Salt with additives and even refined salt shouldn't even touch my kitchen. Yuck.

That post revived my interest in exotic salts. Now I want to find a good EU supplier to sample some of the good stuff.


----------



## Adrian (Feb 15, 2015)

I really like the damp and strong texture of Sel Gris de Guerande and as you can't get it in supermaarkets over here anymore (UK) I get fro Amazon where it is super cheap for 5Kg. 

Black lava salt creates a talking point at the table and is interesting. 

I also import black salt from the Himalayas. There are numerous variations of volcanic rock salt and they usually look pinky coloured when ground. 

Malvern is a good workhorse salt and readily available. For cooking I mainly use unrefined sea salt, which is a quarter of the price of Malvern.


----------



## ThEoRy (Feb 15, 2015)

Maldon Flake Salt. http://www.amazon.com/dp/B00017028M/?tag=skimlinks_replacement-20


----------



## Zwiefel (Feb 15, 2015)

Roger said:


> Salt with additives and even refined salt shouldn't even touch my kitchen. Yuck.

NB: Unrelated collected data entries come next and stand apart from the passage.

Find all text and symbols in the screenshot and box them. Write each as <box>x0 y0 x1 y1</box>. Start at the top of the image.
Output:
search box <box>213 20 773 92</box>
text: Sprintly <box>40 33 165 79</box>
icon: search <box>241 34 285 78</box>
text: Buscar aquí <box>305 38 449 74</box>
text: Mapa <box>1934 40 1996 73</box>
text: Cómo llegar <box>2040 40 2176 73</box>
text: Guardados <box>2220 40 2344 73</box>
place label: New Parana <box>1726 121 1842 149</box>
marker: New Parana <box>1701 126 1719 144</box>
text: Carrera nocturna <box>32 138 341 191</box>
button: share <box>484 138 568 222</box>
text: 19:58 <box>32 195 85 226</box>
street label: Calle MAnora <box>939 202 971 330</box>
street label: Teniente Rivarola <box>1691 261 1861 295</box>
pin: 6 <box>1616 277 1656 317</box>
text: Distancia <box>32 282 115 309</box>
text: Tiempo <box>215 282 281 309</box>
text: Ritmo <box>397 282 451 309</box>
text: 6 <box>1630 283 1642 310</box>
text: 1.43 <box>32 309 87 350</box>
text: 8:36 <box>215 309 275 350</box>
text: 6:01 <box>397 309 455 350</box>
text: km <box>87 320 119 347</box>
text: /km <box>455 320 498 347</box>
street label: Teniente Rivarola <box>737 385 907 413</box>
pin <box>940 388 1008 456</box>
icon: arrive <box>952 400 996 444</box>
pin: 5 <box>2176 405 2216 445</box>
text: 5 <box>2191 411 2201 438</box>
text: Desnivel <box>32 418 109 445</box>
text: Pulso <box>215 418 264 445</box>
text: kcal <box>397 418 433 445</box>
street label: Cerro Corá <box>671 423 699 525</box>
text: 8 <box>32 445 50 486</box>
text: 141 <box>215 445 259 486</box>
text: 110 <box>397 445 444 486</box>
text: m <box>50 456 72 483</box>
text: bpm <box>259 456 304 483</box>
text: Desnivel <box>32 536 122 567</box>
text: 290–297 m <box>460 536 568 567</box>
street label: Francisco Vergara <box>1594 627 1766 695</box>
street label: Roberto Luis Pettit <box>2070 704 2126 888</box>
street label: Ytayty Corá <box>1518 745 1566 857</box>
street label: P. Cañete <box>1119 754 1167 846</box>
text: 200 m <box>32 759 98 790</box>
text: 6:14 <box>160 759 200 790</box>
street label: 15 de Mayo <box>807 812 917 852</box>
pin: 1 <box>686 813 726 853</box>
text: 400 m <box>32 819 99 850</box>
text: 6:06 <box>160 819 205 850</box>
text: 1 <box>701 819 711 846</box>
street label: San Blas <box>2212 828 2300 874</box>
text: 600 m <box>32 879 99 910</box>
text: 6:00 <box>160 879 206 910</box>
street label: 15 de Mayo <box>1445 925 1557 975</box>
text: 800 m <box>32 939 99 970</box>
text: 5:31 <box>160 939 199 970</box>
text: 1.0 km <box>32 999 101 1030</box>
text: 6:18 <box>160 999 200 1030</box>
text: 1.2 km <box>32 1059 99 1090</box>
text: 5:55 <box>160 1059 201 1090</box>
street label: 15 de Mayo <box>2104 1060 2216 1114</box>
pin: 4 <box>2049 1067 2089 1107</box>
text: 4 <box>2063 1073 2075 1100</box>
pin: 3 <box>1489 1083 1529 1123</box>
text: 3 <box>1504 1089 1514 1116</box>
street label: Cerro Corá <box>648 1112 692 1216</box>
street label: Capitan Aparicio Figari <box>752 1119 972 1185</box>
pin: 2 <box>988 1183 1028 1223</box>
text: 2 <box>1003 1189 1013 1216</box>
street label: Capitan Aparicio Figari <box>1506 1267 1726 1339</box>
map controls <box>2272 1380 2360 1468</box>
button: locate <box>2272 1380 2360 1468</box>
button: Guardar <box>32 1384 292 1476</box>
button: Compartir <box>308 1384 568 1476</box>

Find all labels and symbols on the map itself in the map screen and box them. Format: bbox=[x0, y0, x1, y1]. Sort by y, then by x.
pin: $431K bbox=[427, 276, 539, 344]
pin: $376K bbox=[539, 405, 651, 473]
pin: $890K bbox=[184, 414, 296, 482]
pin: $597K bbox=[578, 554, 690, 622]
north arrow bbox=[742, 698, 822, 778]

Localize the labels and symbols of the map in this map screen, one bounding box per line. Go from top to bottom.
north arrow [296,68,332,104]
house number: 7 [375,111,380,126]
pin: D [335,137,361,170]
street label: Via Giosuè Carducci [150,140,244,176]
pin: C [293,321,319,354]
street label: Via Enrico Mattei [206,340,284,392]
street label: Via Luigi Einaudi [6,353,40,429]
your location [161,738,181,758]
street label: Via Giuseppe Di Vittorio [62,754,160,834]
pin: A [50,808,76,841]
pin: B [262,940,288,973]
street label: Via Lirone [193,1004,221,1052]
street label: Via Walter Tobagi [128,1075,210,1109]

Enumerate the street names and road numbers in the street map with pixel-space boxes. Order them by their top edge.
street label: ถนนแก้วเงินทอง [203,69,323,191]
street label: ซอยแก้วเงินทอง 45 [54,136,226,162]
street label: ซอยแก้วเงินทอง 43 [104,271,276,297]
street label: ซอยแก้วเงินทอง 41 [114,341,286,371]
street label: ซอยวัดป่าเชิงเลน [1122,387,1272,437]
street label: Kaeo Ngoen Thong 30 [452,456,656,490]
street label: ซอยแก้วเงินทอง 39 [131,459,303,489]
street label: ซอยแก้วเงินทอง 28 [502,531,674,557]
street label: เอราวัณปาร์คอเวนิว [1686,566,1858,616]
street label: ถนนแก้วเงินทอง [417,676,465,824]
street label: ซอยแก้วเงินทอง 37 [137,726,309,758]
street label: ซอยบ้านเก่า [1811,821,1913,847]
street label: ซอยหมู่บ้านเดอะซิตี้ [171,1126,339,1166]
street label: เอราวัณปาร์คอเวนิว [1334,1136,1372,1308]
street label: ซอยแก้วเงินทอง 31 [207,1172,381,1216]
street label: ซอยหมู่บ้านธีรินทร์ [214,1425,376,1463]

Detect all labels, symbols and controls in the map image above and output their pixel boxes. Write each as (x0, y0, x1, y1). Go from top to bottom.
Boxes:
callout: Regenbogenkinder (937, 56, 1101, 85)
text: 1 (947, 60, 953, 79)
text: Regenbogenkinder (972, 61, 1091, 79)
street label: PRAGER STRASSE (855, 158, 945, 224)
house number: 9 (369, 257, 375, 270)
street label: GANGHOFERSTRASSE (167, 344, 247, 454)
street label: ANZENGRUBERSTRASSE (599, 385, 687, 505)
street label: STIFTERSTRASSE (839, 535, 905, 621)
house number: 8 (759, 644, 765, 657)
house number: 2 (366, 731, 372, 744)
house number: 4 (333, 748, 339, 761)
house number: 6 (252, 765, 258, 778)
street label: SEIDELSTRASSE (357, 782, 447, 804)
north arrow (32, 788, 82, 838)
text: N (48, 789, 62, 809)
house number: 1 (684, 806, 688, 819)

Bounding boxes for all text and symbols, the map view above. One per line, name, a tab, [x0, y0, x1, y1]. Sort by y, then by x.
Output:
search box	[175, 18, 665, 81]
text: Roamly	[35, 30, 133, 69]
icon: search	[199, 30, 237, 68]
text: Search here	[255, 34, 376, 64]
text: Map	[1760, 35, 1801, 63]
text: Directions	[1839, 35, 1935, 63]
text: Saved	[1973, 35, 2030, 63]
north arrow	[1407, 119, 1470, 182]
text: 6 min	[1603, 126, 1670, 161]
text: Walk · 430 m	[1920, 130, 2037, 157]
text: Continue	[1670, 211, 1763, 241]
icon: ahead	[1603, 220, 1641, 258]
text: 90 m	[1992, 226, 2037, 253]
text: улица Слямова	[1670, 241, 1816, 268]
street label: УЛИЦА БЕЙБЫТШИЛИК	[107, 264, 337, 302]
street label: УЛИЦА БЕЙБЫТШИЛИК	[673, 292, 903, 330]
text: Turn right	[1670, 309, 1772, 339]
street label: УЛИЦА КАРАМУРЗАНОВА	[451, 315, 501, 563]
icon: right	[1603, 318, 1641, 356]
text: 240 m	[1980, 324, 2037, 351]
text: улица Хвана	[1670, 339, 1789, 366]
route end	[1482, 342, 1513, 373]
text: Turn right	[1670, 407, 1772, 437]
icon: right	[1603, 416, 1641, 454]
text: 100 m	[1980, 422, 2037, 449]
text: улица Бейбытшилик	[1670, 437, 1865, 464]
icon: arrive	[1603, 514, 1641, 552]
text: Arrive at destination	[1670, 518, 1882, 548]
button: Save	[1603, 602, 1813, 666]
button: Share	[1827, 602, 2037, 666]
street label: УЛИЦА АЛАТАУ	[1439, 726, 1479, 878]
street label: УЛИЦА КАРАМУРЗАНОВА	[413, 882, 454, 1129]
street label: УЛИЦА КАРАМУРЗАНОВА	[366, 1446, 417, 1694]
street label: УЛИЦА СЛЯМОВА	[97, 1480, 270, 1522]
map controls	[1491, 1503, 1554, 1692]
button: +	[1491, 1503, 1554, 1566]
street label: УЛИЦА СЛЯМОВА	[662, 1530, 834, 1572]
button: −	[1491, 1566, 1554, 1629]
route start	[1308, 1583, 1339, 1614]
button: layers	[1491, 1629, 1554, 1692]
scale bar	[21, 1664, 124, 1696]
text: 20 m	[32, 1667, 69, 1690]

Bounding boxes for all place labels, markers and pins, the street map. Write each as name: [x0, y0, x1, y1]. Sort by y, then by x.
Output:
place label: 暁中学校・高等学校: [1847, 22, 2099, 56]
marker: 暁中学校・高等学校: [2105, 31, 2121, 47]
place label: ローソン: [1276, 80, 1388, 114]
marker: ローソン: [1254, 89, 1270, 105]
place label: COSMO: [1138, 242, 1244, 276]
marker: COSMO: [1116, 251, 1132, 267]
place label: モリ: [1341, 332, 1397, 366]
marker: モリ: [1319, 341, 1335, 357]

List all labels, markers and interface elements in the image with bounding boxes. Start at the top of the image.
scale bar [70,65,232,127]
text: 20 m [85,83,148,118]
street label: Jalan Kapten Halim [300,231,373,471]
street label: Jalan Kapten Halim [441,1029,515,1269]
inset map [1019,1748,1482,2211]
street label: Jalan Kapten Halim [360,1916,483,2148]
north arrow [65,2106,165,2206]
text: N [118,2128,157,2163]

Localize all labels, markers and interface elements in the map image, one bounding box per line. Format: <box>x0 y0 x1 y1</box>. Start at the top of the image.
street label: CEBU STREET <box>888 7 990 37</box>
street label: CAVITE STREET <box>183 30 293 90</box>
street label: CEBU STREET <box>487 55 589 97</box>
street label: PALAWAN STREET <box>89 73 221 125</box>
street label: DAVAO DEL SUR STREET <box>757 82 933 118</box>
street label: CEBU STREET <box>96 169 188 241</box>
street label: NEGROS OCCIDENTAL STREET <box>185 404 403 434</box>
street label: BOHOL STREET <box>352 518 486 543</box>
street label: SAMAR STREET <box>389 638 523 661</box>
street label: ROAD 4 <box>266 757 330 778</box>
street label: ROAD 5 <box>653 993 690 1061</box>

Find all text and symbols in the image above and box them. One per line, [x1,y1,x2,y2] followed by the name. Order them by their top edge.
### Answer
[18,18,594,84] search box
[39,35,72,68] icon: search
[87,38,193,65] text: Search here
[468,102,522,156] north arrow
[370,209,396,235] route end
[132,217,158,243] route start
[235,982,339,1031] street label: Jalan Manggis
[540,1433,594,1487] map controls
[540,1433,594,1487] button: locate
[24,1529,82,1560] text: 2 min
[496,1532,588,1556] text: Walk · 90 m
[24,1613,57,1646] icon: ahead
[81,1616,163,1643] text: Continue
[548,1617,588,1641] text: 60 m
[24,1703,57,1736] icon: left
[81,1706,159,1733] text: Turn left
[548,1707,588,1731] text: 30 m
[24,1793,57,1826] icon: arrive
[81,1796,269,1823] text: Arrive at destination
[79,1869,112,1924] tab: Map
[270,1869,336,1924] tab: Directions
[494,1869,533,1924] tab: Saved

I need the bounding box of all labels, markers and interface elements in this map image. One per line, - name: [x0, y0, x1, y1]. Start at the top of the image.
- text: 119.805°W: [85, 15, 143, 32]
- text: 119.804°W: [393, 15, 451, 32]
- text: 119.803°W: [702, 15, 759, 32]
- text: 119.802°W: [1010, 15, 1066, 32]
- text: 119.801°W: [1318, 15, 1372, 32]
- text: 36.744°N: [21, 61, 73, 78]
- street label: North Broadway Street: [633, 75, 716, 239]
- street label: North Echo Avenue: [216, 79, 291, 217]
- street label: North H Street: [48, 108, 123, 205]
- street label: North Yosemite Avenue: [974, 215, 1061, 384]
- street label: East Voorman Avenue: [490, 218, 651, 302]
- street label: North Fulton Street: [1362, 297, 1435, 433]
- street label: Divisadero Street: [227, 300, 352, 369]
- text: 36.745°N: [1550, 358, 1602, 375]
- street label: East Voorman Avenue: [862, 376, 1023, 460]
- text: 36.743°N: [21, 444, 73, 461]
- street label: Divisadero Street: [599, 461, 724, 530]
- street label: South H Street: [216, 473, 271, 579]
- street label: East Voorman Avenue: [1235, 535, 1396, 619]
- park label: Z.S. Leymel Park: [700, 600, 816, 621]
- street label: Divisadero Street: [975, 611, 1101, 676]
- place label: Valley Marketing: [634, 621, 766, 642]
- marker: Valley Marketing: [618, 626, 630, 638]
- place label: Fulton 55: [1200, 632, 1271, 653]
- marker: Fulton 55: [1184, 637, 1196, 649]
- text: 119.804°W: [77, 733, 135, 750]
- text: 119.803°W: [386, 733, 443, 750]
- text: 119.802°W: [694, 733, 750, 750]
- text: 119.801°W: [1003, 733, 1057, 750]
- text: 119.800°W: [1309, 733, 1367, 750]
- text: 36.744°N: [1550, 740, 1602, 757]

There has been a huge increase in incidence of goiter due to the shift to sea salts in Australia. Iodine is a good thing.


----------



## Roger (Feb 15, 2015)

There is already enough natural iodine in some brands of bottled water I buy, since I drink a whole variety of brands, I don't need an extra dose of that stuff.


----------



## gic (Feb 15, 2015)

Has anyone done a blind taste test between kosher salt and fancy finishing salt, just asking


----------



## EdipisReks (Feb 15, 2015)

ThEoRy said:


> Maldon Flake Salt. http://www.amazon.com/dp/B00017028M/?tag=skimlinks_replacement-20



This is what I typically use.


----------



## EdipisReks (Feb 15, 2015)

gic said:


> Has anyone done a blind taste test between kosher salt and fancy finishing salt, just asking



Things like flake salt aren't about flavor differences, they are about texture. Pretty easy to tell the difference between crunchy flakes and regular kosher salt. I really like Falk salt, because of this: they are very crunchy pyramids, and add a nice contrast on foods that are soft. Different salts also act differently vis a vis the moisture on the surface of the food they are in contact with, due to different crystalline structures. It's not all that subtle. Taste is going to be pretty much the same: salty.


----------



## ThEoRy (Feb 15, 2015)

gic said:


> Has anyone done a blind taste test between kosher salt and fancy finishing salt, just asking



It's not that scientific. Some just taste different or have a different texture.


----------



## gic (Feb 15, 2015)

I can believe the texture making a difference, thanks!


----------



## EdipisReks (Feb 15, 2015)

gic said:


> I can believe the texture making a difference, thanks!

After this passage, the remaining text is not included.